As a sixth-grader, she joined the preparatory dance program at the North Carolina School of the Arts. When she reached the high school division, Jackson decided to focus on ballet. Studying with Melissa Hayden and Nina Danilova gave the young dancer varied perspectives on classicism. “It’s good to learn several styles,” she says. “The differences were in little things: the way you hold your head or the port de bras.” Jackson still finds herself drawing on her training. “Melissa Hayden taught me to focus on   the steps, the rhythms, and the tempo,” she says. “But Ms. Danilova has been a light in my life. She was the first to tell me, ‘You can do this; you have to do this for you and not anybody else.’ I still see her whenever I go back.”


At NCSA, both college and high school age students pursue academic work. Jackson took college-prep courses and kept up with her jazz, tap, and lyrical at her former studio, as well as sometimes going to competitions with them. “We tried to accommodate her schedule,” Bodsford explains.


Graduating in 2005 with both college acceptance letters and a one-year contract with North Carolina Dance Theatre2 in her pocket, Jackson entered the professional world. She performed in Balanchine’s Serenade and Jean-Pierre Bonnefoux’s Carmina Burana with the main com­pany. With the second company, she danced in Ailey’s The River. She also realized that college would have to wait, though she has started the LEAP program to earn her BA.
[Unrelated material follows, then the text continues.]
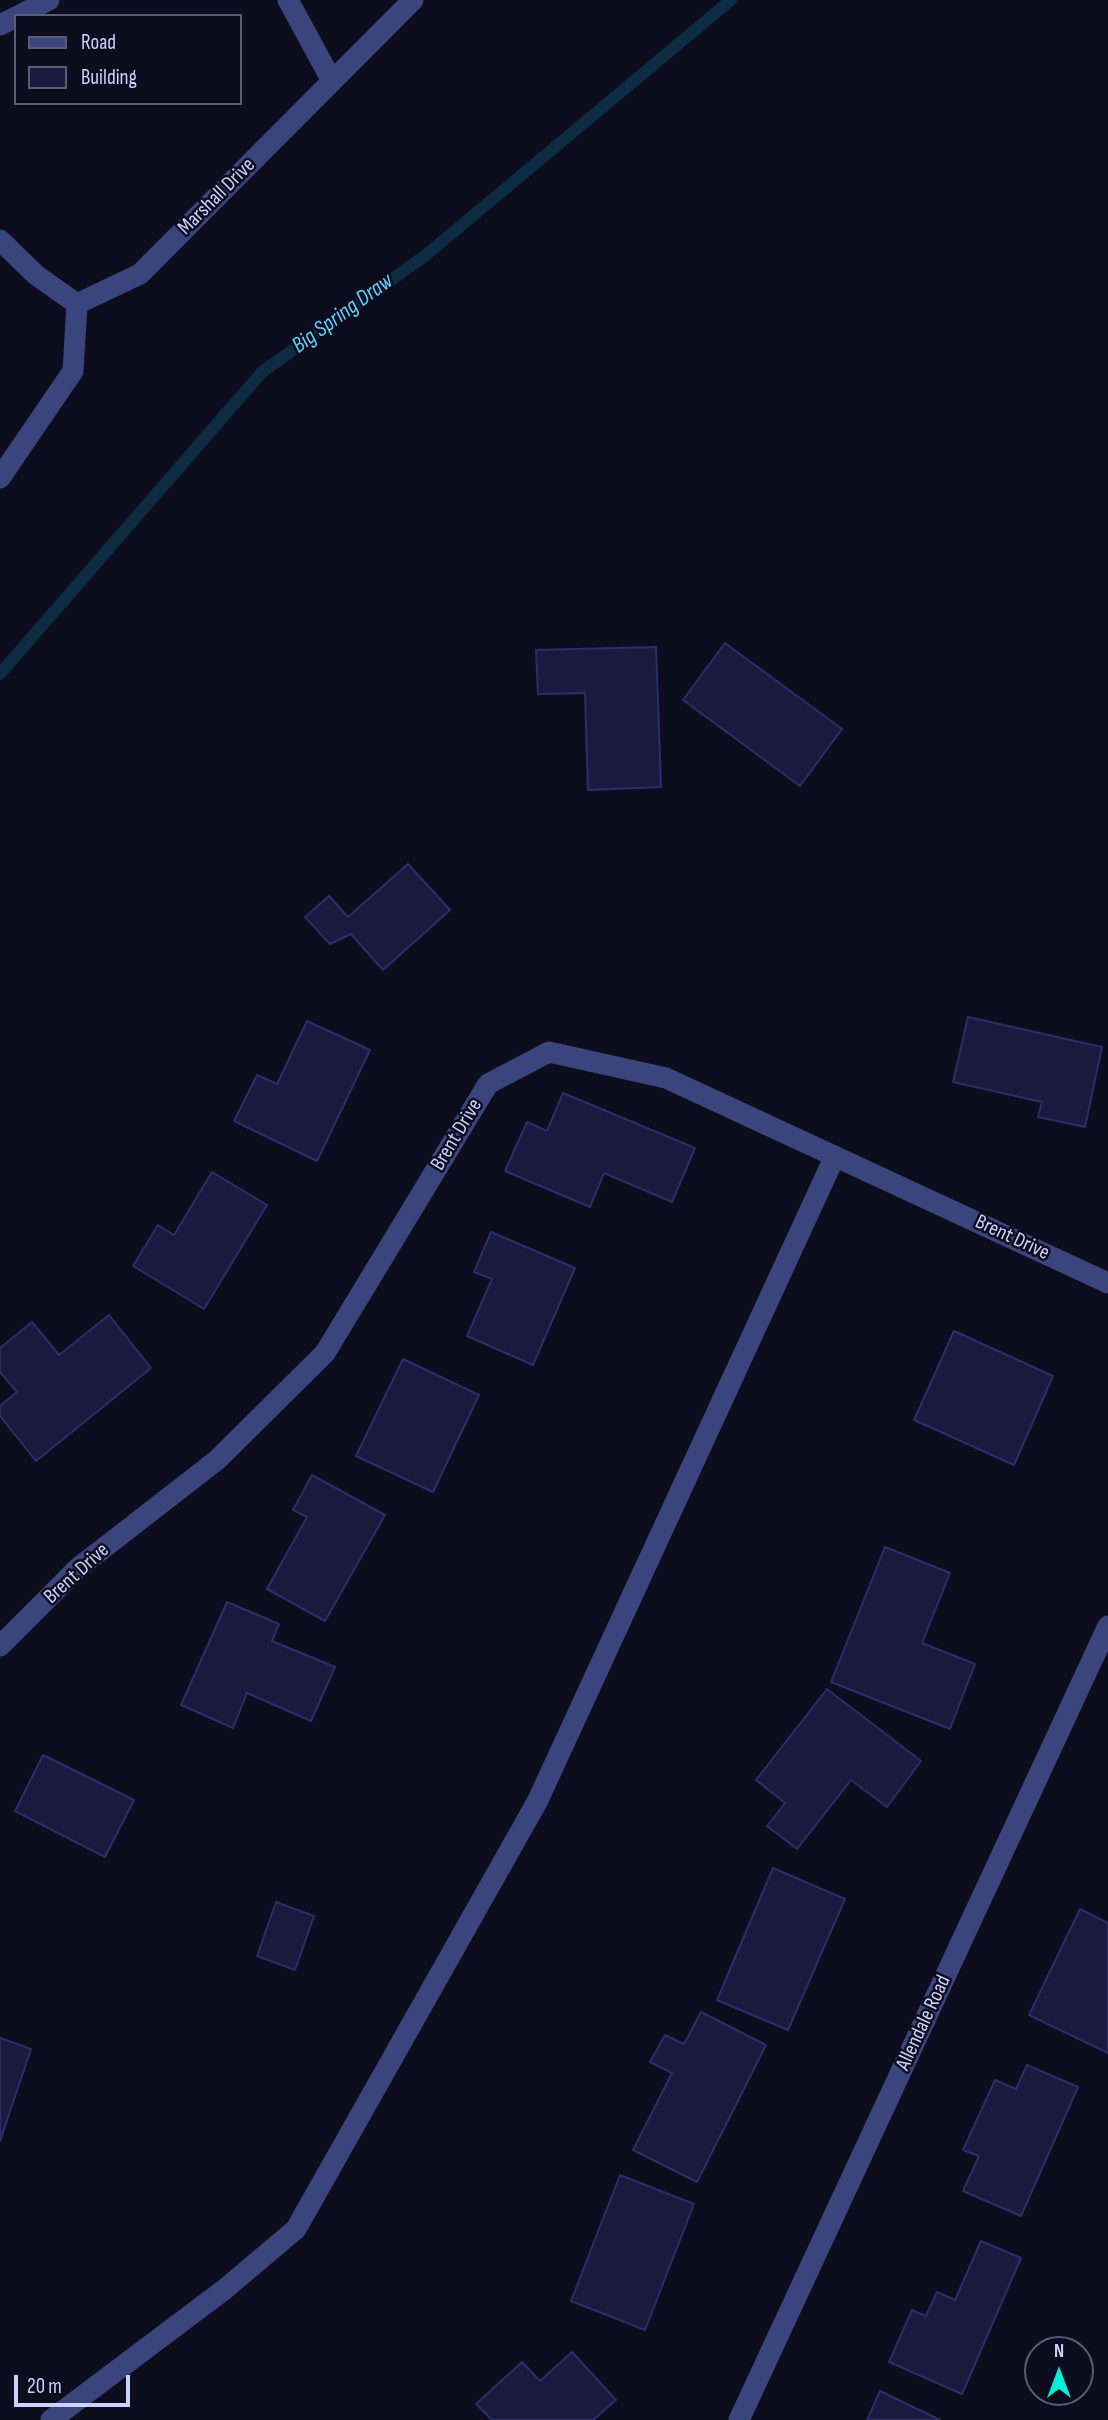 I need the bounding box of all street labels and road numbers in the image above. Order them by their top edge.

“I was in an audition phase,” she says. Then during Ballet Austin’s 2006 summer program, former King dancer Tanya Weidman-Davis suggested that Jackson audition for LINES. At first Jackson felt she wasn’t ready. “I had never thought about auditioning for Alonzo until years later,” she says, “after I had more training and more experience.” But she decided to try and requested a private audition. To her surprise, King gave her one—and an offer.


Looking back today, Jackson is glad that she challenged herself to try. “Alonzo wants you to think about the detail of every step,” she says. “He will give you perhaps a phrase or some steps. They are the skeleton onto which you put the flesh, the muscle, the ligaments. He wants us to explore. Every night has to be different.”


It is this willingness to constantly work on herself that has helped her to grow in the company. “When I look at Alonzo’s work, I see a chance to better myself, not just in dance but in my mind as well,” Jackson says. “He’ll say to dance bigger than yourself, bigger than this room, bigger than San Francisco. It’s really nice to look at things from that perspective.”

Rita Felciano is a San Francisco dance critic.